Exercise data ::
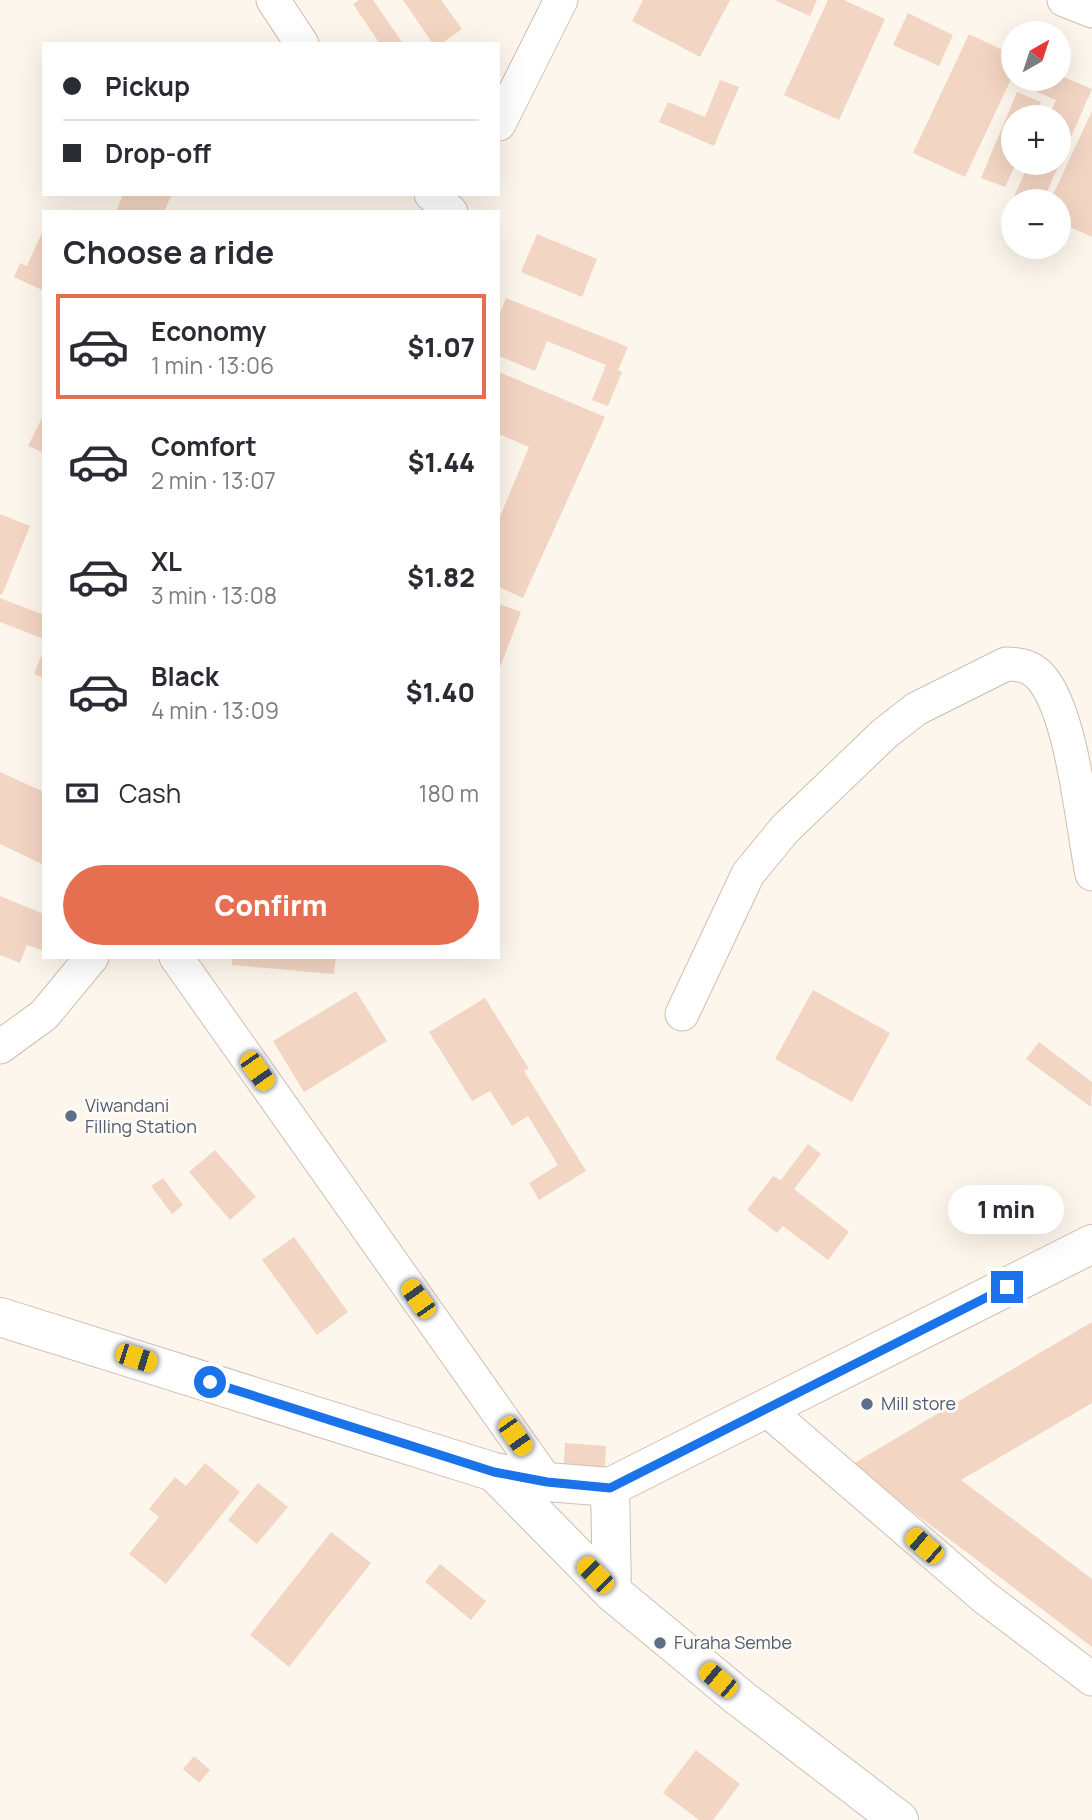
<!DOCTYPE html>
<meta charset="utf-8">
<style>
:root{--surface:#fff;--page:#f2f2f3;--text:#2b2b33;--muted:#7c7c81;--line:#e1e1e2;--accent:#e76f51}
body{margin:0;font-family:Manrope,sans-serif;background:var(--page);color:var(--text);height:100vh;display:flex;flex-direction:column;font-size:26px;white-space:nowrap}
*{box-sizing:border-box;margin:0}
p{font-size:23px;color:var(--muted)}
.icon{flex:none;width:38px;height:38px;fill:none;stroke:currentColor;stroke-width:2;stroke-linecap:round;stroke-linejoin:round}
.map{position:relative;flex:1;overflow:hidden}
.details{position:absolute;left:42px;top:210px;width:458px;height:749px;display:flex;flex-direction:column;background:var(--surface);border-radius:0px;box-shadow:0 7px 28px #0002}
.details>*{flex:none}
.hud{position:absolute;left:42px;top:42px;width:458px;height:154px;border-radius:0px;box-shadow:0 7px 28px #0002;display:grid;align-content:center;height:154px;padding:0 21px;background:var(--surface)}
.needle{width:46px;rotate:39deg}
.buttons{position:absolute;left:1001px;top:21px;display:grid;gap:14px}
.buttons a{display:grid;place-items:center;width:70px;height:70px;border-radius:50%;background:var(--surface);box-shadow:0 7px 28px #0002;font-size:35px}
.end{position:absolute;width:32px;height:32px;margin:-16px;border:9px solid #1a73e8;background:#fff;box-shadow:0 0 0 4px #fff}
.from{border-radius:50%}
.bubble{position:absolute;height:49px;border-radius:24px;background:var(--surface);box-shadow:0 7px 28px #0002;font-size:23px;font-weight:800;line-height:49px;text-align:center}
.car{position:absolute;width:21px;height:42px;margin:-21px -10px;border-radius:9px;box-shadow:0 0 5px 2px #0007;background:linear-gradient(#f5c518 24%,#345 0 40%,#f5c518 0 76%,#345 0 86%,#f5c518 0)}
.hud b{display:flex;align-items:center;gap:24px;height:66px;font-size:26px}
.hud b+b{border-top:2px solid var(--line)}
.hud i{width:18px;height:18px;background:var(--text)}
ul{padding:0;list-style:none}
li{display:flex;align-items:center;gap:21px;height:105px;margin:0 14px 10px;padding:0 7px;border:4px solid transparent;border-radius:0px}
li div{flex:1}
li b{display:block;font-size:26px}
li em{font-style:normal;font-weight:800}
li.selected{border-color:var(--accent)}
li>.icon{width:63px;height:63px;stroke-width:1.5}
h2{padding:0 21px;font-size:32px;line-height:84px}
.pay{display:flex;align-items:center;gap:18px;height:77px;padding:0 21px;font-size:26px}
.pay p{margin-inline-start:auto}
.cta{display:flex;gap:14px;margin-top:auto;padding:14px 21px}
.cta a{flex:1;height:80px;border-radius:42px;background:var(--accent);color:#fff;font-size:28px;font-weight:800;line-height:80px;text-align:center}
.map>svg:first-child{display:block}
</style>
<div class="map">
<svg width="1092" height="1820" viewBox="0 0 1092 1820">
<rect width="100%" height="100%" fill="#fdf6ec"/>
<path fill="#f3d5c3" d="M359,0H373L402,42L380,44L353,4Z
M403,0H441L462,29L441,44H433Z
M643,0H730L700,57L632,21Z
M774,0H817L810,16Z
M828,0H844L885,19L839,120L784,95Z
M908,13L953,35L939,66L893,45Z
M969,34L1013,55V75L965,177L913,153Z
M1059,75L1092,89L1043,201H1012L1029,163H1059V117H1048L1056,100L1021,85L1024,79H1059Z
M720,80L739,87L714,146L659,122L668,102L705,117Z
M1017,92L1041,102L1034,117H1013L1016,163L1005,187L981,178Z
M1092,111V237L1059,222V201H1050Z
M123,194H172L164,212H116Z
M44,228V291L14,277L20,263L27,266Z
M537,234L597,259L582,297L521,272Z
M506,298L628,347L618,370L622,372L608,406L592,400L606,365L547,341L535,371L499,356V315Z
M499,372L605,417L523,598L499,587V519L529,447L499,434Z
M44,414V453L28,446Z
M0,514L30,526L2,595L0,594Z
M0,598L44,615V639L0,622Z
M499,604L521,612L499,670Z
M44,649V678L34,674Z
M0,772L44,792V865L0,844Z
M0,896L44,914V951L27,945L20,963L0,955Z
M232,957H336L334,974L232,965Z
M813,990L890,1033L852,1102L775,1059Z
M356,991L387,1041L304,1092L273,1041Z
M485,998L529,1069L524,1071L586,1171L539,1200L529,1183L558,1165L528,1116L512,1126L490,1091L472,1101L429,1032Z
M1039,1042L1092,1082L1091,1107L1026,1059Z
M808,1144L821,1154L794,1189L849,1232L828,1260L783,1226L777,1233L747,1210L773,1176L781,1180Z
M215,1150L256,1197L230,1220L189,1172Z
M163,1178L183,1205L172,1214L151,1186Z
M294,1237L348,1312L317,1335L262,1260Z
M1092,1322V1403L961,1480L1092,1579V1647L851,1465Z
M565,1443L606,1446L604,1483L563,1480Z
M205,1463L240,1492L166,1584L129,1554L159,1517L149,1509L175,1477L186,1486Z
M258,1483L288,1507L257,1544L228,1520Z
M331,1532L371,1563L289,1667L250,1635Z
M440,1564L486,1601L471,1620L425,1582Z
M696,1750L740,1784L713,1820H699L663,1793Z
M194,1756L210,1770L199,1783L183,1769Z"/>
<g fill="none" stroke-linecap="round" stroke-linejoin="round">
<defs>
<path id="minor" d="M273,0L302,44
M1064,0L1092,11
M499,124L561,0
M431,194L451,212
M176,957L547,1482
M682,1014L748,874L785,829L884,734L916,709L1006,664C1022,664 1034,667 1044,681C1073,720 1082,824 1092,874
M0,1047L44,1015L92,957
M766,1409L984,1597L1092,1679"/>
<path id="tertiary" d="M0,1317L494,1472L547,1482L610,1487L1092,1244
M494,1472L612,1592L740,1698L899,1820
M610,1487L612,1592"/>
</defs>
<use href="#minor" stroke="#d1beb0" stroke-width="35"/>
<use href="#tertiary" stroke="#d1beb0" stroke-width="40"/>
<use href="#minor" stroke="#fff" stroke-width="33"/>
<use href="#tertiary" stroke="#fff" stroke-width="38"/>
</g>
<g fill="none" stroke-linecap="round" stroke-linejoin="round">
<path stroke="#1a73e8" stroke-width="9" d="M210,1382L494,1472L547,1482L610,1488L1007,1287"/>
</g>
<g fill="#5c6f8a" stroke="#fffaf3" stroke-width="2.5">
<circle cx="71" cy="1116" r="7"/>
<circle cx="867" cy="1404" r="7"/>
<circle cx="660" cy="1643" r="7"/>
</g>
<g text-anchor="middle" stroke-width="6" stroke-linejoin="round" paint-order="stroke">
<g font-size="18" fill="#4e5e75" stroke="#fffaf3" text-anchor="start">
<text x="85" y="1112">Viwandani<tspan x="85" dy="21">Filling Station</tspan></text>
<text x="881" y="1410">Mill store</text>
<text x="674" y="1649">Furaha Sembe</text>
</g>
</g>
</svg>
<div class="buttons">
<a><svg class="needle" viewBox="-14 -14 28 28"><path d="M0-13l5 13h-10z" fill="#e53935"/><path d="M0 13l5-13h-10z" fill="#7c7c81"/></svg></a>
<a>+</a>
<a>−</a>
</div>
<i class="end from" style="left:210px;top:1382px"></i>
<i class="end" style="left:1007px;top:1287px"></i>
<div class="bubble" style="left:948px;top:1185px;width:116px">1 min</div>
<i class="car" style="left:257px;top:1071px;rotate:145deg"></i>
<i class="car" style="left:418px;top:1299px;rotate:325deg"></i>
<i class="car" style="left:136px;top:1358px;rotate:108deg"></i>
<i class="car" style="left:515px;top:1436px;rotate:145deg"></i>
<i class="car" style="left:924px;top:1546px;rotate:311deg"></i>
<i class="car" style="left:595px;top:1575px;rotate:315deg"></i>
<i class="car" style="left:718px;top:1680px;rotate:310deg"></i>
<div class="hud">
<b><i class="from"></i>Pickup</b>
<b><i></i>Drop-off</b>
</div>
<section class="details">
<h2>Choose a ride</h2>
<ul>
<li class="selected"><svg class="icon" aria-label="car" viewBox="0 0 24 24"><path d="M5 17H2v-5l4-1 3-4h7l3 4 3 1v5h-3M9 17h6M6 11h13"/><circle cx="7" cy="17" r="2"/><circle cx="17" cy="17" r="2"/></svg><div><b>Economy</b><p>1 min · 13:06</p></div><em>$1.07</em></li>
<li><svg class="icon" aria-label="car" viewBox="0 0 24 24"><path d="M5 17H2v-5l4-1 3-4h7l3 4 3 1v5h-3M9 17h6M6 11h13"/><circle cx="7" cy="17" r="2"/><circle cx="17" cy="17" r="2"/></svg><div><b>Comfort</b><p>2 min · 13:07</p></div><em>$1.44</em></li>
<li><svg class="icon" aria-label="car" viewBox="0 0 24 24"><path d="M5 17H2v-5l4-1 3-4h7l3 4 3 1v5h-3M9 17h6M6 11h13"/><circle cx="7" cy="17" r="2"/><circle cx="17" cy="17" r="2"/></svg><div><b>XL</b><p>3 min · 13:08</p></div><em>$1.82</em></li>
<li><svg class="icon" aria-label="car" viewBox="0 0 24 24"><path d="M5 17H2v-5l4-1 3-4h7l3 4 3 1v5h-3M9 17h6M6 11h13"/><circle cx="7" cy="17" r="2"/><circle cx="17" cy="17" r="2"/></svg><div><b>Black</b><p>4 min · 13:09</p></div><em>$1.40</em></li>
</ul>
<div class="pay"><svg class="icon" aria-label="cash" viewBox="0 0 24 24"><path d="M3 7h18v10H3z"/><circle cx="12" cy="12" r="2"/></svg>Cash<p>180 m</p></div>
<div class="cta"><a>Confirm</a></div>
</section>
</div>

About this task :: Note how many lines in the material hold the word "weight", and give that number by itself.

Exercise answer :: 3